Using a worksheet, I challenged the thoughts that I had, what was the thought? What good was it doing and how could I see things differently?

I’ve re-created that cognitive distortions worksheet for you to the best of my abilities , entirely free of charge. Please print it off and use it as many times as you need. This worksheet really enabled me to work through some of my worst fears with my anxiety, and I hope that it will help you, too:

But What If It’s A Situation, Rather Than A Thought?

Last night, on New Year’s Eve, I made the decision to go to bed early. I more than hate New Year’s Eve, in fact, I’d go as so far as to say that, as a Highly Sensitive Person, I’m even allergic to it. At about 11:15 pm Matt put on BBC’s Hogmanay and almost immediately, I started crying. I hated this, it was so much pomp, so much drama, so much noise.

On New Year’s Eve, my anxiety goes crazy, an annual event that happens almost in time with the calendar. I fall into a cycle of hypochondria, I begin self-analysing and trying to distinguish last year’s me from this year’s me.

How will I be different this year? How will that feel like? How do I feel now? Help me!

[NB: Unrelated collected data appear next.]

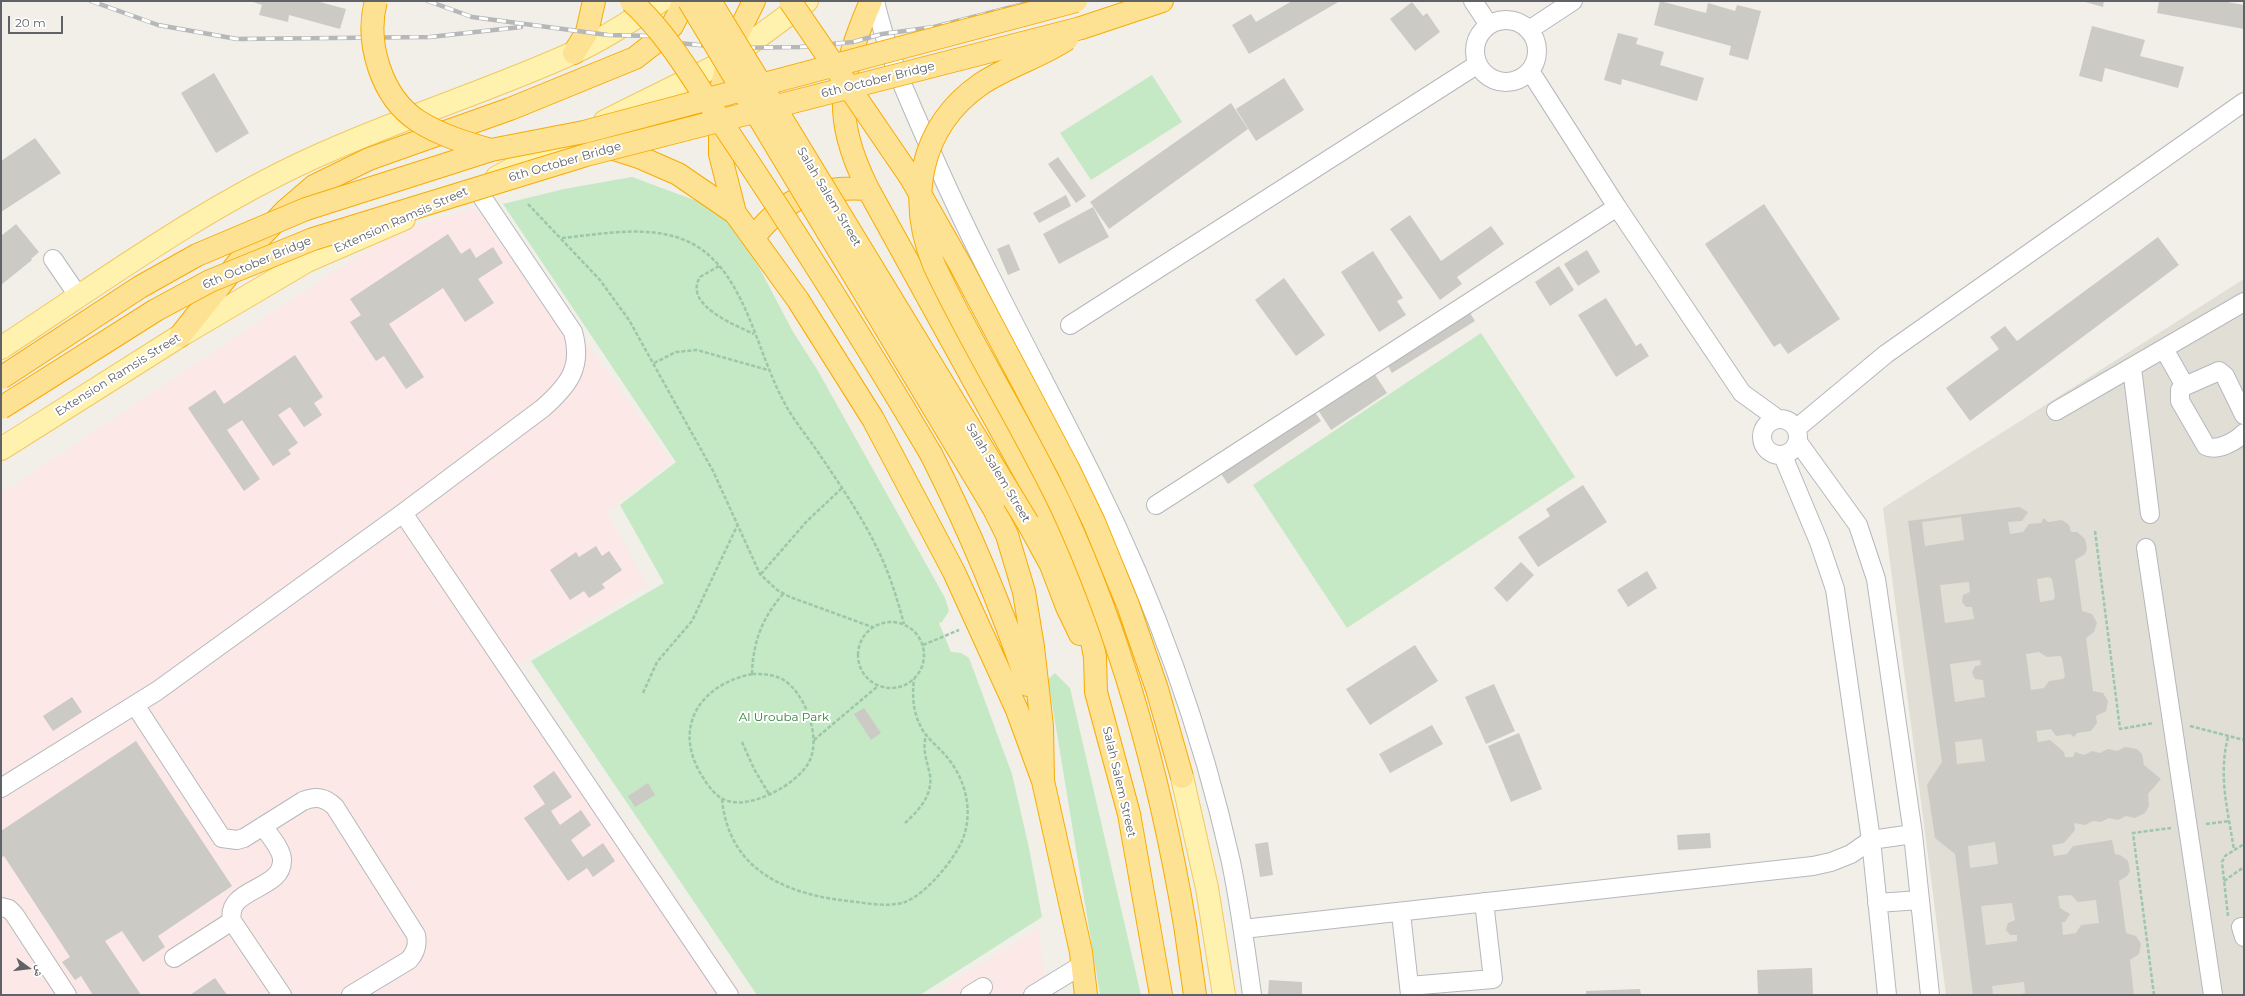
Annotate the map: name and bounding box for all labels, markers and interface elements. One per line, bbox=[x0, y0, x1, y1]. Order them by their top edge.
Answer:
scale bar bbox=[10, 8, 65, 34]
text: 20 m bbox=[15, 15, 46, 30]
street label: 6th October Bridge bbox=[820, 59, 936, 101]
street label: 6th October Bridge bbox=[507, 139, 623, 185]
street label: Salah Salem Street bbox=[794, 145, 864, 249]
street label: Extension Ramsis Street bbox=[332, 184, 470, 256]
street label: 6th October Bridge bbox=[201, 234, 313, 292]
street label: Extension Ramsis Street bbox=[53, 330, 183, 420]
street label: Salah Salem Street bbox=[963, 421, 1033, 525]
park label: Al Urouba Park bbox=[739, 710, 829, 724]
street label: Salah Salem Street bbox=[1099, 725, 1139, 839]
north arrow bbox=[8, 948, 48, 988]
text: ش bbox=[31, 964, 48, 979]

“Please don’t make me see the New Year in on my own,” he said softly. I couldn’t bring myself to do it, we spent New Year cuddled up in bed, in a completely normal, clothes-on kind of way. Instead of the noise and pomp, we just watched the fireworks through the window, I had my annual I-don’t-know-how-I’m-meant-to-be-feeling cry, and he hugged me into the new year. I think more than ever, this year he came to understand just how difficult I find the blasted thing.

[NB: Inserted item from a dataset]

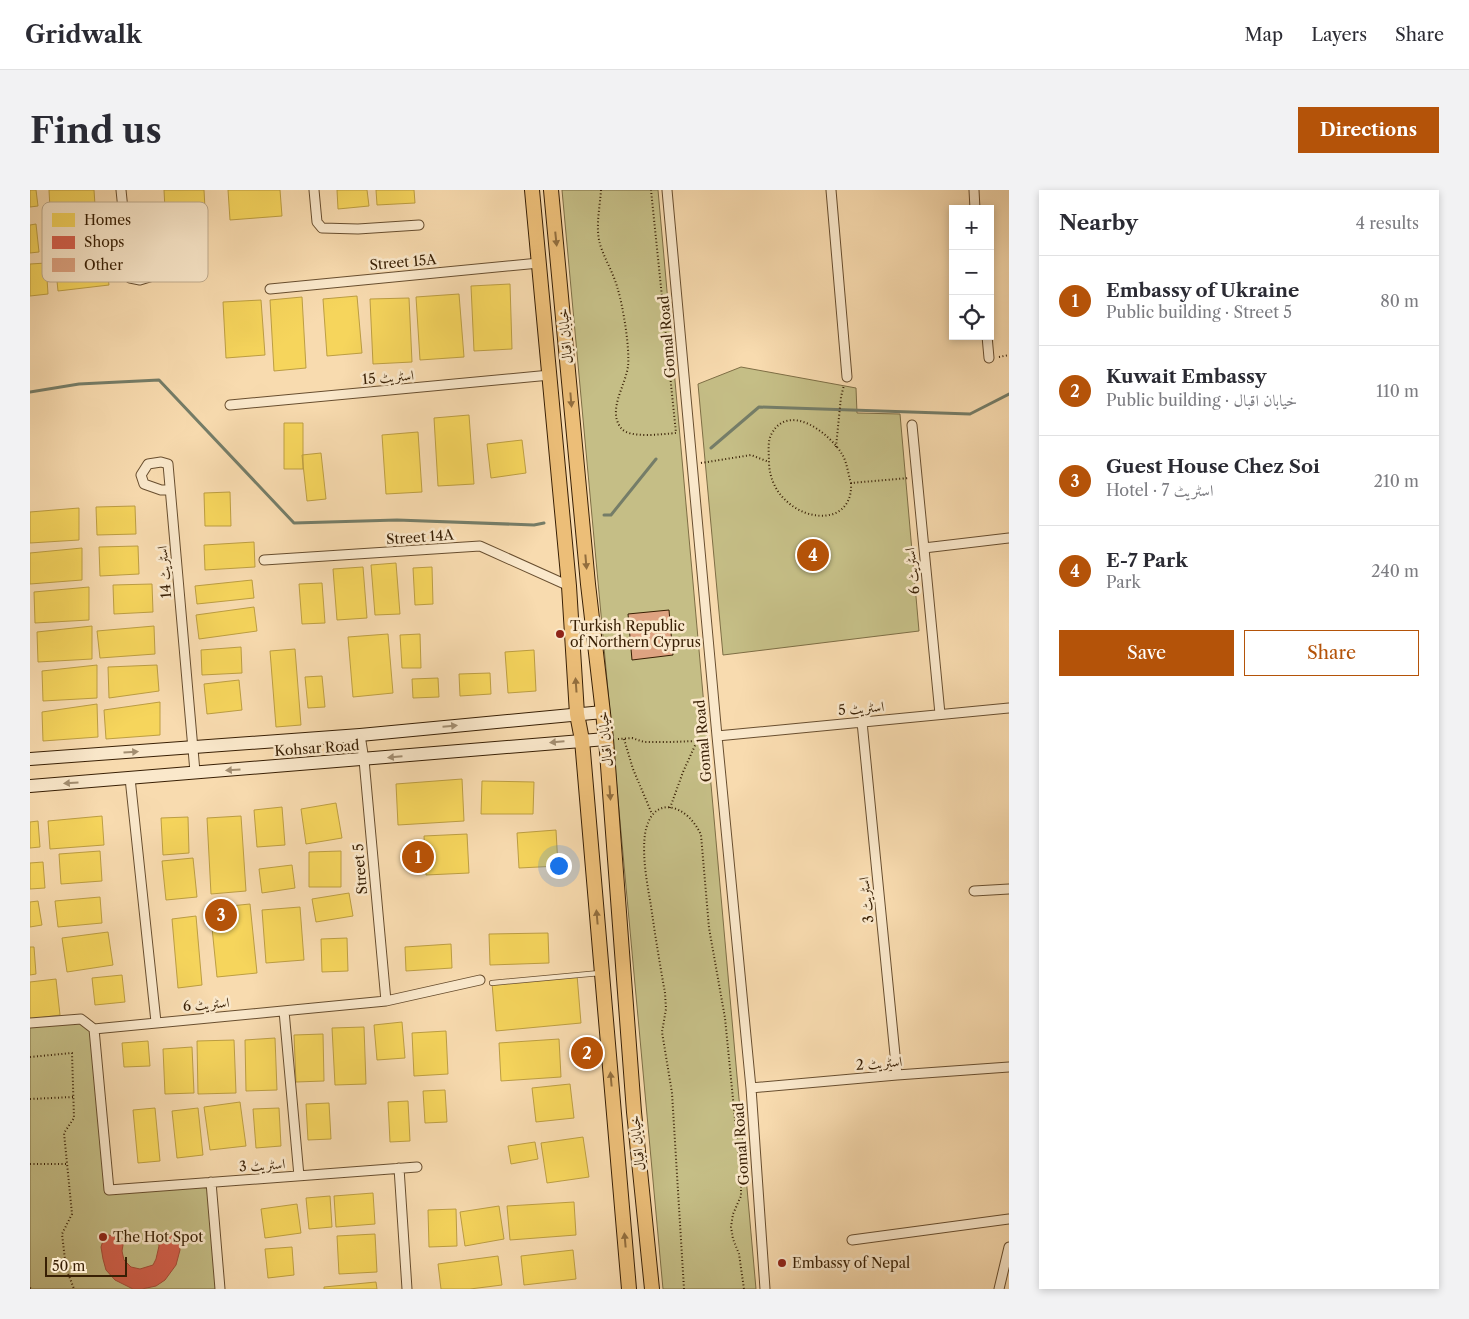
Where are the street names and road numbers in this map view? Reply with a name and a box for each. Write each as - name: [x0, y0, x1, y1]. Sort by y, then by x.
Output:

When he left, I started to feel bad. I felt like the worst wife in existence. I should be out there celebrating New Year’s with him, not stuck in bed crying!

To help me understand my thoughts and processing, I fell into some critical thinking.

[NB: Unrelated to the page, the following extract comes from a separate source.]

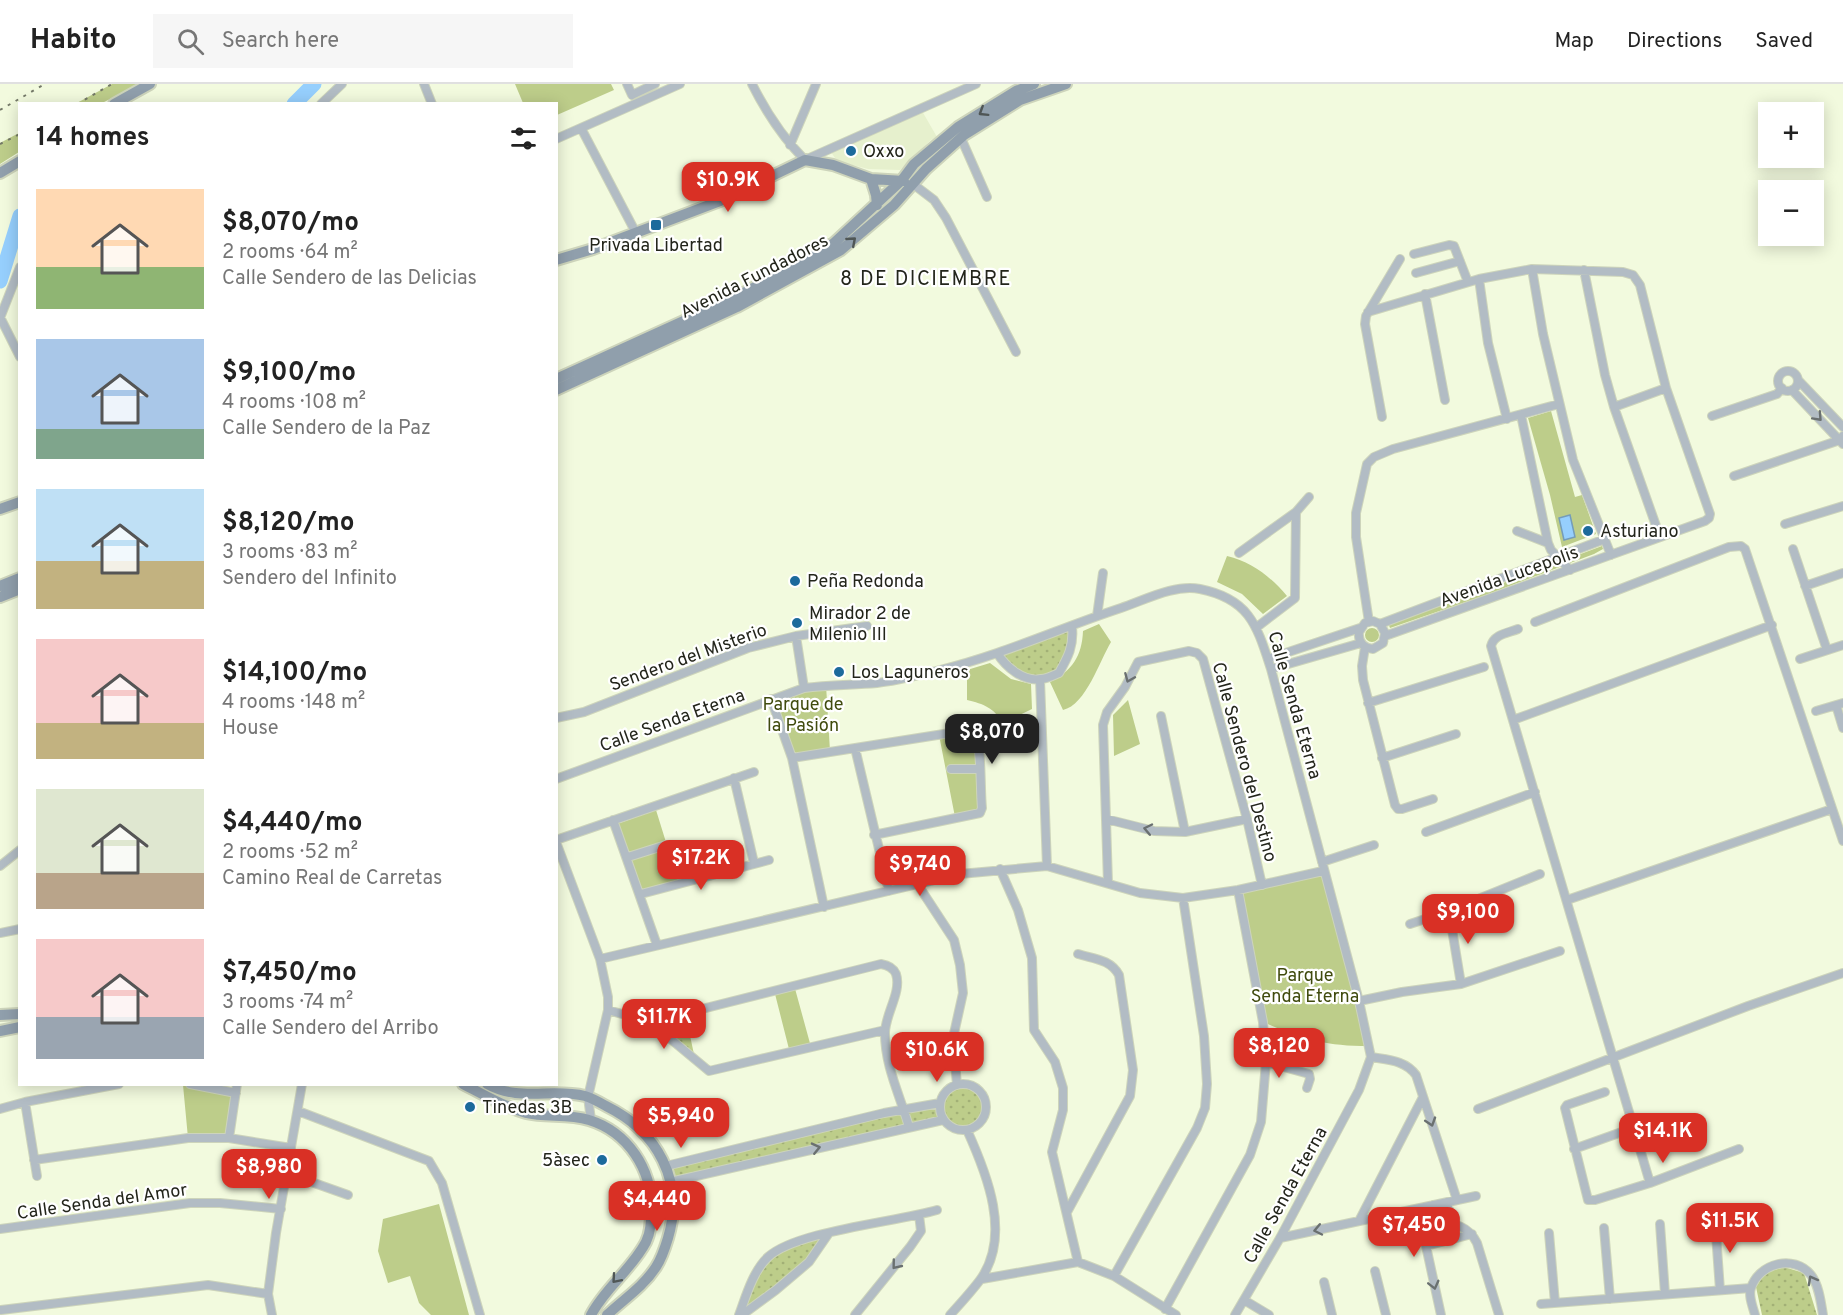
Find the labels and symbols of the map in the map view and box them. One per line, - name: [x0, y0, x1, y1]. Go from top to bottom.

Why does this matter to you?

Well, because he matters to me.

Is this the only celebration you have coming up?

No, we have our thirteen years together on Friday.

Is that not something better to celebrate?

Yes, it’s more personal.

So why does New Year’s Eve matter so much?

Because it matters to him.

Is that the only time you have with him?

No, we’re going to the aquarium on Friday.

Then is that not better? More personal?

Yes, it is.

I realised at that point, this really wasn’t a ‘me’ problem, it was a ‘him’ problem. He made it a ‘me’ problem because he was trying to force me to spend New Year’s Eve in a way that I didn’t want to spend it, by drinking alcohol, eating bad food and celebrating in that oh-so-extravagant Western way. All I wanted to do was to sleep it through, get up at a sensible time and do productive things to start off my New Year’s!

Critical thinking does not need to take hours of your time. Even just a few moments of reflection can help us become better people, or make better decisions. I thank Penny so much for helping me look at challenging these thoughts all over again, I really do, because without it, who knows where I would have landed up?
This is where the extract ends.